[Collected data entries]
● ● ● ●

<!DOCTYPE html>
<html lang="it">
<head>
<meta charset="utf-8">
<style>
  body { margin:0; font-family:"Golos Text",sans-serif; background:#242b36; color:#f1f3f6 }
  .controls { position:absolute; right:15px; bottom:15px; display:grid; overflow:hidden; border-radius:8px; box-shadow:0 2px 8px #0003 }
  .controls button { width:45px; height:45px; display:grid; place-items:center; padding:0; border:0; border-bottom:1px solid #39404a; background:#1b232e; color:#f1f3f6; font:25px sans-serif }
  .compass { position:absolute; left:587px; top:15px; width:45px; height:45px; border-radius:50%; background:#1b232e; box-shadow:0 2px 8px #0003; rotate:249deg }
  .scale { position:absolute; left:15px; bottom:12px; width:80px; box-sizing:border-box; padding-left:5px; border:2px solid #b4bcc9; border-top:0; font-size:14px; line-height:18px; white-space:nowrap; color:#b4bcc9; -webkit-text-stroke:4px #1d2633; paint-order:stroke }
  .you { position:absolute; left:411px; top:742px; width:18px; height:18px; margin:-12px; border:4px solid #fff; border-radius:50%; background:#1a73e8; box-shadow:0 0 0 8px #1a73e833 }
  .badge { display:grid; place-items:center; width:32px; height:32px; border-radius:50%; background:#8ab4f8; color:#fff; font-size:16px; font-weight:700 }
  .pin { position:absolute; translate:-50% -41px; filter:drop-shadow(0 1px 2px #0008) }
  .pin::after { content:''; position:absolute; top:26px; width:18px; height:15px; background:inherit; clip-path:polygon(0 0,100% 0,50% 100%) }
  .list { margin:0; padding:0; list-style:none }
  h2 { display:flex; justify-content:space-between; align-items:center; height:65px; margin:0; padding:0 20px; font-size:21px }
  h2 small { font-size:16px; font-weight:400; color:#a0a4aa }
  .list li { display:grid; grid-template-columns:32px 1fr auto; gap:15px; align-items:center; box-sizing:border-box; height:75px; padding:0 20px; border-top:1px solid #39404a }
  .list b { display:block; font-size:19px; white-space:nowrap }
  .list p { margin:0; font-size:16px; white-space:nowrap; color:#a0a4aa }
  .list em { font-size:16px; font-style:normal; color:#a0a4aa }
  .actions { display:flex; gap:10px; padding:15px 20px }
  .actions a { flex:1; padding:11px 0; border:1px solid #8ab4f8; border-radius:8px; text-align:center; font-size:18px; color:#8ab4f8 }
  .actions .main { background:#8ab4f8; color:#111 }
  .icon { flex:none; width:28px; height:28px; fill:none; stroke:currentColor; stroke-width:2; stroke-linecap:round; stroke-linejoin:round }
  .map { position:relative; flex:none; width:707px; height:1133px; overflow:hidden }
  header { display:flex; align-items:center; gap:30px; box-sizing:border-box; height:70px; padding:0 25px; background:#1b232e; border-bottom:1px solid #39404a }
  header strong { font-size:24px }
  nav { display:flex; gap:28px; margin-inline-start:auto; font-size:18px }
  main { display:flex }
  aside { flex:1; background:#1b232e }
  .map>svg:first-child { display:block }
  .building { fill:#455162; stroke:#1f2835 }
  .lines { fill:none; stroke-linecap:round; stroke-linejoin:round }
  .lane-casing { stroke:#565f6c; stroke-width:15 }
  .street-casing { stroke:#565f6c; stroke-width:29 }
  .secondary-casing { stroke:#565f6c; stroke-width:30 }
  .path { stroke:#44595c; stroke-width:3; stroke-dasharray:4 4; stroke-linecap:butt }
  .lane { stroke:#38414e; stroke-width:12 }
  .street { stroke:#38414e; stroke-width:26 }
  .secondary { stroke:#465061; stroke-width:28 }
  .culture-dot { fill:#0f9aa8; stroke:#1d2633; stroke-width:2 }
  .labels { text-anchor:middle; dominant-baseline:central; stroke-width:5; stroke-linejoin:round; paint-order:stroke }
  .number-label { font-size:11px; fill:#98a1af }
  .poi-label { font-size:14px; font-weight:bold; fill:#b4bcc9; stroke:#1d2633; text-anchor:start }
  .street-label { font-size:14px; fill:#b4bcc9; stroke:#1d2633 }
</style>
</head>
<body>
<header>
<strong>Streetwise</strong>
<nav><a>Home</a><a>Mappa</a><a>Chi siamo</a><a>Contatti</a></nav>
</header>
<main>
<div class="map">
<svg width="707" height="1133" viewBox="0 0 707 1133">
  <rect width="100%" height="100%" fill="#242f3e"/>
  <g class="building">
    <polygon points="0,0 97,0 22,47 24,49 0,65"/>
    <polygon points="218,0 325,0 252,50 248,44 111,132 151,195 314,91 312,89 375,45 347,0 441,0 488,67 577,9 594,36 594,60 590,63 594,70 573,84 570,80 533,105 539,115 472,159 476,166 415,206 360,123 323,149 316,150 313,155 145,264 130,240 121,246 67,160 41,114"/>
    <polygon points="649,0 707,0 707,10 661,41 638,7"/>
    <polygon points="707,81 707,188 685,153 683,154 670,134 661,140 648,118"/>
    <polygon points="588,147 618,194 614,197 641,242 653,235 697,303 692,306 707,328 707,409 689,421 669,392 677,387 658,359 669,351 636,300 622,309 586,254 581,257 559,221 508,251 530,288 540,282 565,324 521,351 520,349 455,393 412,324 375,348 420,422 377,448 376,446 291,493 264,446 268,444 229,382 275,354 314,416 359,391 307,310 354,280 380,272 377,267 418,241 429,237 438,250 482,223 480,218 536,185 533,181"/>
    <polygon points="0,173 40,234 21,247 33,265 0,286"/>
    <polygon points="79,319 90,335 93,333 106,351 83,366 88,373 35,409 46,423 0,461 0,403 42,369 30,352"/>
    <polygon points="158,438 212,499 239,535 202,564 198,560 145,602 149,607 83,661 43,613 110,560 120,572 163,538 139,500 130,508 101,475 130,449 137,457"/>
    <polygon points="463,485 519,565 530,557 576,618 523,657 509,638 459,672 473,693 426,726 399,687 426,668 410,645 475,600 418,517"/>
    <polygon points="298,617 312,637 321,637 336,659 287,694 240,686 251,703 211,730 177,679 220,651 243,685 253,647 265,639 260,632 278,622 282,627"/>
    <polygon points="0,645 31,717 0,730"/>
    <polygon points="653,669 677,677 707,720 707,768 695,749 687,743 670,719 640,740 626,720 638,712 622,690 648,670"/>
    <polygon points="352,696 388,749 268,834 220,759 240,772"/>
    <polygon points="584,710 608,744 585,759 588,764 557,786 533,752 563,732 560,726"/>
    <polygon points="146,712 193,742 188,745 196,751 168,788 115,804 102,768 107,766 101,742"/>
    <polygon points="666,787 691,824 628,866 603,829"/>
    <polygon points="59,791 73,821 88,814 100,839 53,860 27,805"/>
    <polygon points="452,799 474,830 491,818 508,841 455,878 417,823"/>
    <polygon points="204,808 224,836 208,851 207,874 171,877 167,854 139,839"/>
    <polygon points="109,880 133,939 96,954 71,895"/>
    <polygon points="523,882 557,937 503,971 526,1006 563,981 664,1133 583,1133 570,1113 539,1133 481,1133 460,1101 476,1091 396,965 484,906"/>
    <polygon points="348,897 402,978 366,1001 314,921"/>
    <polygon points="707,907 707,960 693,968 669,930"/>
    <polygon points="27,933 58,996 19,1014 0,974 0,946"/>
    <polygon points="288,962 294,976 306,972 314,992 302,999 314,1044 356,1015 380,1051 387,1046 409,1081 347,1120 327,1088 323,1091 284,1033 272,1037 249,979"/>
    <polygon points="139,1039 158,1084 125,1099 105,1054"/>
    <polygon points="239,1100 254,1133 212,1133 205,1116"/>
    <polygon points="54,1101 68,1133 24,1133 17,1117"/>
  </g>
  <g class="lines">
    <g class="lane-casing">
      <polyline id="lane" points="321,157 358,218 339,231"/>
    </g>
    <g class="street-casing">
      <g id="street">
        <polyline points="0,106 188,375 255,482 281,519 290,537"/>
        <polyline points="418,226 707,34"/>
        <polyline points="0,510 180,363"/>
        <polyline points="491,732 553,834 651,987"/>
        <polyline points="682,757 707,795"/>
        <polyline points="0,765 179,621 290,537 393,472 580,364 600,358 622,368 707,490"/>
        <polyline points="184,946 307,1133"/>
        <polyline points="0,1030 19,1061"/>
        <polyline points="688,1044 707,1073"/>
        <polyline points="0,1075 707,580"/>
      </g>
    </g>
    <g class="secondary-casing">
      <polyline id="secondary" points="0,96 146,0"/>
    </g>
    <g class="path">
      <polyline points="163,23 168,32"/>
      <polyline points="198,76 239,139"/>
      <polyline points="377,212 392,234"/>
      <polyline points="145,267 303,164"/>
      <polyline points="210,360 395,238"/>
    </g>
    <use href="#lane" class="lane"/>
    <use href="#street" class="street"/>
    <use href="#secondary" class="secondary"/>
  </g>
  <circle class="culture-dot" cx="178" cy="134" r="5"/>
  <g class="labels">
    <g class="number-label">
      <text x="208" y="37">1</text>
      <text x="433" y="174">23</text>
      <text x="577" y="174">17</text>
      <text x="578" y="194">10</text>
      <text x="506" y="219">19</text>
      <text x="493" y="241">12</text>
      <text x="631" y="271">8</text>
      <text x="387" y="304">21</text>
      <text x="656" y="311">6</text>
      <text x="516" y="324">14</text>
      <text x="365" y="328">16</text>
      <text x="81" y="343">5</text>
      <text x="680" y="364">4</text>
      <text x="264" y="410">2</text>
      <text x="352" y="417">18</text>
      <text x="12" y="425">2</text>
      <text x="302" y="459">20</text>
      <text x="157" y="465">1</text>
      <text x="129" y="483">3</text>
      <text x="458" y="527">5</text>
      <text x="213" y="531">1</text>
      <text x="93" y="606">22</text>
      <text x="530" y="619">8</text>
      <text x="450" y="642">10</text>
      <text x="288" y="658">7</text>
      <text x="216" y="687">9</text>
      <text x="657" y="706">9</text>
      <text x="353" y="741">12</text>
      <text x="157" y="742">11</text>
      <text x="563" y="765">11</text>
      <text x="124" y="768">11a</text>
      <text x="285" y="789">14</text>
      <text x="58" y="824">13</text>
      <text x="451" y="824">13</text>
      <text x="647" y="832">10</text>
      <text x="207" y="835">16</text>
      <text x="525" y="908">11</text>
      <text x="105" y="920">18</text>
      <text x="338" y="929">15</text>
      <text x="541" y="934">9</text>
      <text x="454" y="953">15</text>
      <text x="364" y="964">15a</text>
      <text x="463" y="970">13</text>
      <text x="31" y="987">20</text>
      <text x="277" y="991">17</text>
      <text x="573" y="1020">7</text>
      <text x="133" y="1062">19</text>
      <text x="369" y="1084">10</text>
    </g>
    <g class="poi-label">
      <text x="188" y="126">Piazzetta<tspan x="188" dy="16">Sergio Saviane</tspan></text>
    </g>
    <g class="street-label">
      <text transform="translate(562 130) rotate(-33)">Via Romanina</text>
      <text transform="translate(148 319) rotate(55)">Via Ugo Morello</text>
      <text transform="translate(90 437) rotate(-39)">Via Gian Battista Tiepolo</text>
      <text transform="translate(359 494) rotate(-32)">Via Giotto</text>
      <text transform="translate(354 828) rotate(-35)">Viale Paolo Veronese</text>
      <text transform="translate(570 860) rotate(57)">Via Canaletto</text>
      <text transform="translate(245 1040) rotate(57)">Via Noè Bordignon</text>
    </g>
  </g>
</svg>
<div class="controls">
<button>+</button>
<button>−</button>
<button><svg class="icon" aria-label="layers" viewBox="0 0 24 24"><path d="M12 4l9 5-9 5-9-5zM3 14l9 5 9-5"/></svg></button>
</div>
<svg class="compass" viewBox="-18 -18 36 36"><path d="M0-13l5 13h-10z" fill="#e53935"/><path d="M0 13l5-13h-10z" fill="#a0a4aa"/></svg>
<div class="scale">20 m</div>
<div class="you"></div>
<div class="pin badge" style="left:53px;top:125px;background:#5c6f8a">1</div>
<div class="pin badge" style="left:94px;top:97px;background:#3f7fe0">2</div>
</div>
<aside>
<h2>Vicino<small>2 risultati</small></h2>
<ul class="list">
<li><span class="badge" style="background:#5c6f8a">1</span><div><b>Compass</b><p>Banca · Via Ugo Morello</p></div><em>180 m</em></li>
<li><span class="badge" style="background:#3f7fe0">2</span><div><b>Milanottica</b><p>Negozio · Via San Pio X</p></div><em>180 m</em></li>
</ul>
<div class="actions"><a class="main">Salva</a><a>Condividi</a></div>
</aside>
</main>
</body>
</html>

● ● ● ●

When a line in the data contains "linecap", return it as written.

  .icon { flex:none; width:28px; height:28px; fill:none; stroke:currentColor; stroke-width:2; stroke-linecap:round; stroke-linejoin:round }
  .lines { fill:none; stroke-linecap:round; stroke-linejoin:round }
  .path { stroke:#44595c; stroke-width:3; stroke-dasharray:4 4; stroke-linecap:butt }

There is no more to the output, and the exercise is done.